On the way to The Wall, I pass The Three Soldiers (The Three Servicemen). These three are representitive of U.S. combat personnel who served in Vietnam; the statues are purposely identifiable as European American (the lead man), African American (right), and Latin American (left).

Leaving the The Three Soldiers statues, the walk way to The Wall is on the left.

A few feet further along, there is an overlook to The Wall. At the apex of the walls (near center of the image), it is easy to see the wall is twice the heigth of men walking by.

Entrance to the World War II Memorial.

The WW II Memorial is laid out in a circle with two entrance points signifiying the two major areas of conflickt. This is the Pacific gateway, and through the arch, the Atlantic entrance is visible.

An example of the state and territory columns which complete the ring linking the two entrances. As you walk the circumference, the columns seem to be in a random sequence -- nearly, but they are based on their date of entry into the union. The man on the left is passing in front of the Indiana column.

An example of the state and territory columns which complete the ring linking the two entrances. As you walk the circumference, the columns seem to be in a random sequence -- nearly, but they are based on their date of entry into the union.

(left above) The Arizona column is shown with a floral wreath in front of the column. (right above) The author poses in front of the Nebraska column.

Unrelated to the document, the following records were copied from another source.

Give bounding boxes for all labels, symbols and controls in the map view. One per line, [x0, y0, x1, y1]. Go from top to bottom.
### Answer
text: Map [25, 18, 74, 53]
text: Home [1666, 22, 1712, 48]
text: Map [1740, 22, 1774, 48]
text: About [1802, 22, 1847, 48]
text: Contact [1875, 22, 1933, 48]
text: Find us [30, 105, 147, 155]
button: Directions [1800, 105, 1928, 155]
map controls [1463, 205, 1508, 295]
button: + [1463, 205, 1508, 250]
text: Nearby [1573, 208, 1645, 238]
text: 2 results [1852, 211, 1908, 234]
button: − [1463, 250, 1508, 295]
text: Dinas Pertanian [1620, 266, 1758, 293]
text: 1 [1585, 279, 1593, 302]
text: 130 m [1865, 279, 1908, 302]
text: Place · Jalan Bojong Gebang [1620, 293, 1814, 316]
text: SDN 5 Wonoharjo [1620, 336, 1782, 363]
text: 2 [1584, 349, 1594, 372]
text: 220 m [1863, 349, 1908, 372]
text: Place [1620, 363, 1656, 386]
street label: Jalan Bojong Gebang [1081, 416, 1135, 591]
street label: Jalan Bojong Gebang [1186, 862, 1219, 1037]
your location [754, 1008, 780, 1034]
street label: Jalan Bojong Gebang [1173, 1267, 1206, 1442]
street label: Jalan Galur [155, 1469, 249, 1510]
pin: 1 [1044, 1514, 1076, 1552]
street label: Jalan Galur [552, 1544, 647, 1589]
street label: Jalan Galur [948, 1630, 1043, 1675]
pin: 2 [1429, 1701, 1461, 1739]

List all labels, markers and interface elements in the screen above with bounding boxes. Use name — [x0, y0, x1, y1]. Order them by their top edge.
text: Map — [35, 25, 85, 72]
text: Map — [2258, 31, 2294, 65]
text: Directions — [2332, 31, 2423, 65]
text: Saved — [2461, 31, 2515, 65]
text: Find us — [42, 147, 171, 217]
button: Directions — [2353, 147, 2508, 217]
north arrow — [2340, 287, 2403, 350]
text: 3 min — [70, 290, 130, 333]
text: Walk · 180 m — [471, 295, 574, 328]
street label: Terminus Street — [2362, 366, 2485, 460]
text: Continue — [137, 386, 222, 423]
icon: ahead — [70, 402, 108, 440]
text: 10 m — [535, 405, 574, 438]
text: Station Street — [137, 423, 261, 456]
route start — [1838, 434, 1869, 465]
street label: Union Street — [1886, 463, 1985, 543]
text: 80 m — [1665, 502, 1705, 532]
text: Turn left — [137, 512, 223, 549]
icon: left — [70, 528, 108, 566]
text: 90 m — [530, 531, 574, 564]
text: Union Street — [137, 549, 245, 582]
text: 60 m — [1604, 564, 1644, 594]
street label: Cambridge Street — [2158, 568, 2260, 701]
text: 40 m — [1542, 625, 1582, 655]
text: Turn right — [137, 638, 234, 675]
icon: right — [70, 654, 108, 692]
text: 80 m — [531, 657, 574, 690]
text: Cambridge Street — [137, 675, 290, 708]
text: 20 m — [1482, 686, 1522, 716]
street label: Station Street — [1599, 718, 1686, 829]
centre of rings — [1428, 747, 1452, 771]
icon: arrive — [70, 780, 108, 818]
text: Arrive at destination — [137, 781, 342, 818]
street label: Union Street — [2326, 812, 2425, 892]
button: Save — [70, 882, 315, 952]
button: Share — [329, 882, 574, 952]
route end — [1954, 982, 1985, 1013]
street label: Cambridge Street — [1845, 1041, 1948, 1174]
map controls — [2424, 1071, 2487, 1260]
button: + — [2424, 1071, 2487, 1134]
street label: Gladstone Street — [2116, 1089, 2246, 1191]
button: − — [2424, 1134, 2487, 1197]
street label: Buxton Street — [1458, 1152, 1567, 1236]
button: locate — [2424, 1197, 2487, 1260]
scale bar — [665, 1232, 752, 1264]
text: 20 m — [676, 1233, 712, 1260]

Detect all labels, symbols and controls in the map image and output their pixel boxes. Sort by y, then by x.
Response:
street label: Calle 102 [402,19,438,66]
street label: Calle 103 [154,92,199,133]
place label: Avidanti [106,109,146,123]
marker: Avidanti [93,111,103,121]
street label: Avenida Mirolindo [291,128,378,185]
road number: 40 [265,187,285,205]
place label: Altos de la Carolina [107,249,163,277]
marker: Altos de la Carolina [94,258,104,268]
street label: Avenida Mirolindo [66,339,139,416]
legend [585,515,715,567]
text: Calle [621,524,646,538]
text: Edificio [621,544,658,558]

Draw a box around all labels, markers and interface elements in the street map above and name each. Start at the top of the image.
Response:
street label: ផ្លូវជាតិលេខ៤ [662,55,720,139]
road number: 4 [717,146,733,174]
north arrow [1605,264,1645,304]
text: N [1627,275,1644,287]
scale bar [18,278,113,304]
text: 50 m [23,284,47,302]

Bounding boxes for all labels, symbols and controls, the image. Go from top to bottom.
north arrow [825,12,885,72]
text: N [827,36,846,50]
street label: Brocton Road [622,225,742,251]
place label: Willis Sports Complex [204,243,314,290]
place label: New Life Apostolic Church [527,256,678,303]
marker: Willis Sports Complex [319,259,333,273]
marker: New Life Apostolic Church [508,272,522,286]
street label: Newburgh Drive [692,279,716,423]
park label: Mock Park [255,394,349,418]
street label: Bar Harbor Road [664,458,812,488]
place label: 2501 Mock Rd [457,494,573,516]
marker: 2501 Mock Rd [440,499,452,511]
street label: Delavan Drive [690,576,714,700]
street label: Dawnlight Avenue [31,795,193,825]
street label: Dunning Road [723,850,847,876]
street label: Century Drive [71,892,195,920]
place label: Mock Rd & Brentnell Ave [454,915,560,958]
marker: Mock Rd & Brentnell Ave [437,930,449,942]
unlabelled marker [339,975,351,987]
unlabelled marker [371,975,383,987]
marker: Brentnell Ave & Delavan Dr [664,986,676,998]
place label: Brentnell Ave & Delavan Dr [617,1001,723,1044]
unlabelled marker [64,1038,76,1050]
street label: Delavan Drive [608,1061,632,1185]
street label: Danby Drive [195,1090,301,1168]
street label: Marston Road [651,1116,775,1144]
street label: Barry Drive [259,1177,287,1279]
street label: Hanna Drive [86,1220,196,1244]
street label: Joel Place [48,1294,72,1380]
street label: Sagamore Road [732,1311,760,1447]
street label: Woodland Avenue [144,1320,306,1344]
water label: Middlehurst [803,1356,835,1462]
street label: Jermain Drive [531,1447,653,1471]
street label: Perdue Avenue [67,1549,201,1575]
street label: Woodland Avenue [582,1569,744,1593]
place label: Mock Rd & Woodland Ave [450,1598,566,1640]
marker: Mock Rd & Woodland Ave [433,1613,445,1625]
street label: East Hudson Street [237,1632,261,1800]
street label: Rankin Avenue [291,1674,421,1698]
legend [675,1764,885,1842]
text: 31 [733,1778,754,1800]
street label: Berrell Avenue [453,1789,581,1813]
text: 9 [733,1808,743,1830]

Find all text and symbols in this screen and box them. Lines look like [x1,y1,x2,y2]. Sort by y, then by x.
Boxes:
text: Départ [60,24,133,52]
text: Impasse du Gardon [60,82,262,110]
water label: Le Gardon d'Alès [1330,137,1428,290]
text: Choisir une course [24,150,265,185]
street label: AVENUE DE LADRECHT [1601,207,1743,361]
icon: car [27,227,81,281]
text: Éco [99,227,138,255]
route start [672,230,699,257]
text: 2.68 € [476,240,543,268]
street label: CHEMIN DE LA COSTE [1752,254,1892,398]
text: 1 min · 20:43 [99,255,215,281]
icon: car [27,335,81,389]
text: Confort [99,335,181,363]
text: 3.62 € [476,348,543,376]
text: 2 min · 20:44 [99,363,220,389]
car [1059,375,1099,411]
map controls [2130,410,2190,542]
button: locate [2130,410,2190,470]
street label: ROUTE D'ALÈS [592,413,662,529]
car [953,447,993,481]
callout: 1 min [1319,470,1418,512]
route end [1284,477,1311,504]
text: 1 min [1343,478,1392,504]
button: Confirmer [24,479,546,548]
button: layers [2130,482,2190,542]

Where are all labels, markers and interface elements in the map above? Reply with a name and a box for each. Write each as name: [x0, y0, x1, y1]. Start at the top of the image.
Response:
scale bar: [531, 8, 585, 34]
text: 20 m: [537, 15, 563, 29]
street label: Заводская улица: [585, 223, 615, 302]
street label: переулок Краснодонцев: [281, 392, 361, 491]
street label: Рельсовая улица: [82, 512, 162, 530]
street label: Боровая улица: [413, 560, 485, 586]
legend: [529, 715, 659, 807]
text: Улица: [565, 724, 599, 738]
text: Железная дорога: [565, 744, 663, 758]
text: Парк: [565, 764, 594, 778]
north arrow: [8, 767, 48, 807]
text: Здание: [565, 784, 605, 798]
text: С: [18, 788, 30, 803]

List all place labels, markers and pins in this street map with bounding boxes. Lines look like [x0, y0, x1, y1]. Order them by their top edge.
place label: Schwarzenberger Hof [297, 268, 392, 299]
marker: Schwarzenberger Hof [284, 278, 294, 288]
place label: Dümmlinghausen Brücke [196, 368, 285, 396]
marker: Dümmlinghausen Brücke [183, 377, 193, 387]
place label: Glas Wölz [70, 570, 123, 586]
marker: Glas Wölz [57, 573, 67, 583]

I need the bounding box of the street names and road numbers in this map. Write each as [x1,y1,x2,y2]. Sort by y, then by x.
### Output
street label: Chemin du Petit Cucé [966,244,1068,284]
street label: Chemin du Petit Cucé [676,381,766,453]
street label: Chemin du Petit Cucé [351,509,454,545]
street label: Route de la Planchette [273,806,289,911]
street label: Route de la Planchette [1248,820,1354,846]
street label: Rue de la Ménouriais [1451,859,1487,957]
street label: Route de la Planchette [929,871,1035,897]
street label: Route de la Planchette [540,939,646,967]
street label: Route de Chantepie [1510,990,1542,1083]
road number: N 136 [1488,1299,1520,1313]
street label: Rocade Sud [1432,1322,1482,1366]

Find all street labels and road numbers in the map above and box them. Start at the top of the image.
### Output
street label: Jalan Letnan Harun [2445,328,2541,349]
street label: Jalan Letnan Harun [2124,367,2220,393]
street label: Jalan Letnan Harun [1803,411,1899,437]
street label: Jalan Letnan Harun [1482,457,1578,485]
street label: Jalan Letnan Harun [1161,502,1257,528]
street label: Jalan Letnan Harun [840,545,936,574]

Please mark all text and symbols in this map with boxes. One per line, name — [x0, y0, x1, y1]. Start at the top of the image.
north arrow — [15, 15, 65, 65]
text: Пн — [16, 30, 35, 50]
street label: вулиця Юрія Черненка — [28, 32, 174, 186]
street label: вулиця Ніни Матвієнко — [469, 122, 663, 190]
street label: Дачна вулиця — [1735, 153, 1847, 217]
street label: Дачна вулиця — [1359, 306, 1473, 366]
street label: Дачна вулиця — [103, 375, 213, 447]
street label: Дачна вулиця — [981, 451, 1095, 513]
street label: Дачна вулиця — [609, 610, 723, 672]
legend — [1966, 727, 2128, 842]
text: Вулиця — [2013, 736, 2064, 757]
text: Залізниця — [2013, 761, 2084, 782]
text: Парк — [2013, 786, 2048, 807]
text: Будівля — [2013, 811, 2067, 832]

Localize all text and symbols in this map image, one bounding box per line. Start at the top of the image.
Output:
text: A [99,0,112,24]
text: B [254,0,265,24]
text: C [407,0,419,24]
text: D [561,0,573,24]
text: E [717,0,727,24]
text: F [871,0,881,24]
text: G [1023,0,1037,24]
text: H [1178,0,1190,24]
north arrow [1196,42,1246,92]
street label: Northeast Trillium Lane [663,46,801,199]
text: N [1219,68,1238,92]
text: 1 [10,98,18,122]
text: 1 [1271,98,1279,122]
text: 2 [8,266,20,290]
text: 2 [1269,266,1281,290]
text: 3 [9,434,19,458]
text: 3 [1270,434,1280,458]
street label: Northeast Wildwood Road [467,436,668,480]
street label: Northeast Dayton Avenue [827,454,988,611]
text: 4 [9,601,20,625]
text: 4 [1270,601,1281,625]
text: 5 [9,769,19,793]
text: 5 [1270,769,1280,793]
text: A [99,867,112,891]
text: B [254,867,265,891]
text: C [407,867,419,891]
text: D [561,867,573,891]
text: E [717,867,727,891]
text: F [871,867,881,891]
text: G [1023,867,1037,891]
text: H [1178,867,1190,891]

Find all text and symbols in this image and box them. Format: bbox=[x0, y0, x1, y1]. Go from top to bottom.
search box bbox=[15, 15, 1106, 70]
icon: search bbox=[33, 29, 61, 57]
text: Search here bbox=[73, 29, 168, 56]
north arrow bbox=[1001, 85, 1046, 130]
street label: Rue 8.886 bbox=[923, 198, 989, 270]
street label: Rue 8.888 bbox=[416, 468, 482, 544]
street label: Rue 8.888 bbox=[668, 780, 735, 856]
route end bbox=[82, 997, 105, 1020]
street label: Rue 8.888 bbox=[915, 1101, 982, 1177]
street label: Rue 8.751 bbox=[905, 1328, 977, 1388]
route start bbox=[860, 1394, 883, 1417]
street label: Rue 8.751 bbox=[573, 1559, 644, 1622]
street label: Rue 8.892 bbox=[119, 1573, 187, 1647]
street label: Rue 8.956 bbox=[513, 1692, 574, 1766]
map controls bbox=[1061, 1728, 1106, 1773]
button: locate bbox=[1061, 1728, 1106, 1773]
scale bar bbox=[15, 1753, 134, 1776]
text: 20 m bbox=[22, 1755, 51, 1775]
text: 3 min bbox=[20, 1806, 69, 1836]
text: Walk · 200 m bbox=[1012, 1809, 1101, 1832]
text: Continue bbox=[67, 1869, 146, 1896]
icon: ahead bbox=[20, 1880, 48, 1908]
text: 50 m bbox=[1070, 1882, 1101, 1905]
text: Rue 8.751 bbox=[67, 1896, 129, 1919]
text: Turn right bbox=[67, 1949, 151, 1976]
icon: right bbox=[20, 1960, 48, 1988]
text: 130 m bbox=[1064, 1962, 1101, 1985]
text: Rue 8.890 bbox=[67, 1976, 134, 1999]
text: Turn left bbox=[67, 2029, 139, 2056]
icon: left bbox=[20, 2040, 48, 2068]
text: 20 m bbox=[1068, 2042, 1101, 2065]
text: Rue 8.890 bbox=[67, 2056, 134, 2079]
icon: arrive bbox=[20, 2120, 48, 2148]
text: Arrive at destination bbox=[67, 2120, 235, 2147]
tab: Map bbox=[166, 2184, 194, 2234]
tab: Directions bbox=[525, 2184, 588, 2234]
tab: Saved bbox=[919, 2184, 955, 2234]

A view of the WW II Memorial central pool looking toward the Atlantic entrance.

Departing from Washington National Airport, we were met by this group of Zoot Suiters. Remember them from the 1940s? This musical group performs in the D.C. area and meet and greet special flights like ours. Oh, yeah - that's me in the middle of things.

This is the female contingent of the "Zoots" who came to say bon voyage. Me in the middle again - I didn't complain.

Upper level of the Lincoln, NE airport; some lookiing for family members in the audience.

Lower (baggage) level of the Lincoln airport. The exit is on the far wall to the right; outside the "Gauntlet" awaited each of us. They were two to three deep on both sides of the sidewalk; people ranging in age from pre-teens to old folks. About every ten feet, we encountered a member of a motorcycle contingent holding U.S. flags.

The total crowd was estimated to be 3,000 to 6,000 and I think that was spot on. Since our first name was in large letters on our ID tags, everyone welcomed us by name and added "Thank You For Your Service and Welcome Home." I must have shaken the hand of two or three hundred well wishers. I truly feel like I'm home.